Top View of a Breach with a width and a direction, a point of measurement at a distance and an input area within a Water Area.

Top View of an alternative setup with a Breach with a width and a direction, a Breach level area and an external area which is conceptually located outside the project area.

Features

• The breach can grow over time, based on its initial width, critical speed and inner and outer water level, for more details see Verheij–van der Knaap growth formula.

• With larger breaches the water level inside the breach area can become turbulent. Therefor the inner water level (used for breach growth) is measured at a distance defined in BREACH_MEASUREMENT_DISTANCE_M behind the breach area when an BREACH_ANGLE is provided.

• Instead of using an input area you can also define a fictitious external area, this can represent a larger water body outside the project area, e.g. a part of a sea. The external area also has it's own Surface level, Water level and Area.

• If a BREACH_WIDTH attribute is defined, the breach's polygon is intersected with a circle emanating from the center-point of the polygon. It is only in that intersection, called "active", that water will flow in from the input area. The radius of the circle defining the intersection will expand as the breach grows over time.

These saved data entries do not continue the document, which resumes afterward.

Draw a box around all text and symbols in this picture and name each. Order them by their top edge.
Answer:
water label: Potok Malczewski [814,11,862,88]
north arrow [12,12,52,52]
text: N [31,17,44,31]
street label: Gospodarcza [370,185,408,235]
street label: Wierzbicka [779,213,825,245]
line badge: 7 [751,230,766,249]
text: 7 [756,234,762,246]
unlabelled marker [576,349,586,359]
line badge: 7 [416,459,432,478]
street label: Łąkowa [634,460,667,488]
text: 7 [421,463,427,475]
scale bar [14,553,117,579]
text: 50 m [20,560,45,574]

• Water flowing through the breach will flow in the direction defined by the BREACH_ANGLE attribute, regardless of whether the water flowed onto the breach from elsewhere in the water model, or from the simulated external water body. When no BREACH_ANGLE is defined, water can flow in any direction. Adding this attribute with also convert the breach advection speed (m/s) into the 2D cell of the breach area. It is recommended to always use this attribute for optimal flow.

• If no BREACH_SPEED attribute is defined, the active breach will never grow.

• If no width is defined, the width is assumed to be very large, using the full Breach area polygon.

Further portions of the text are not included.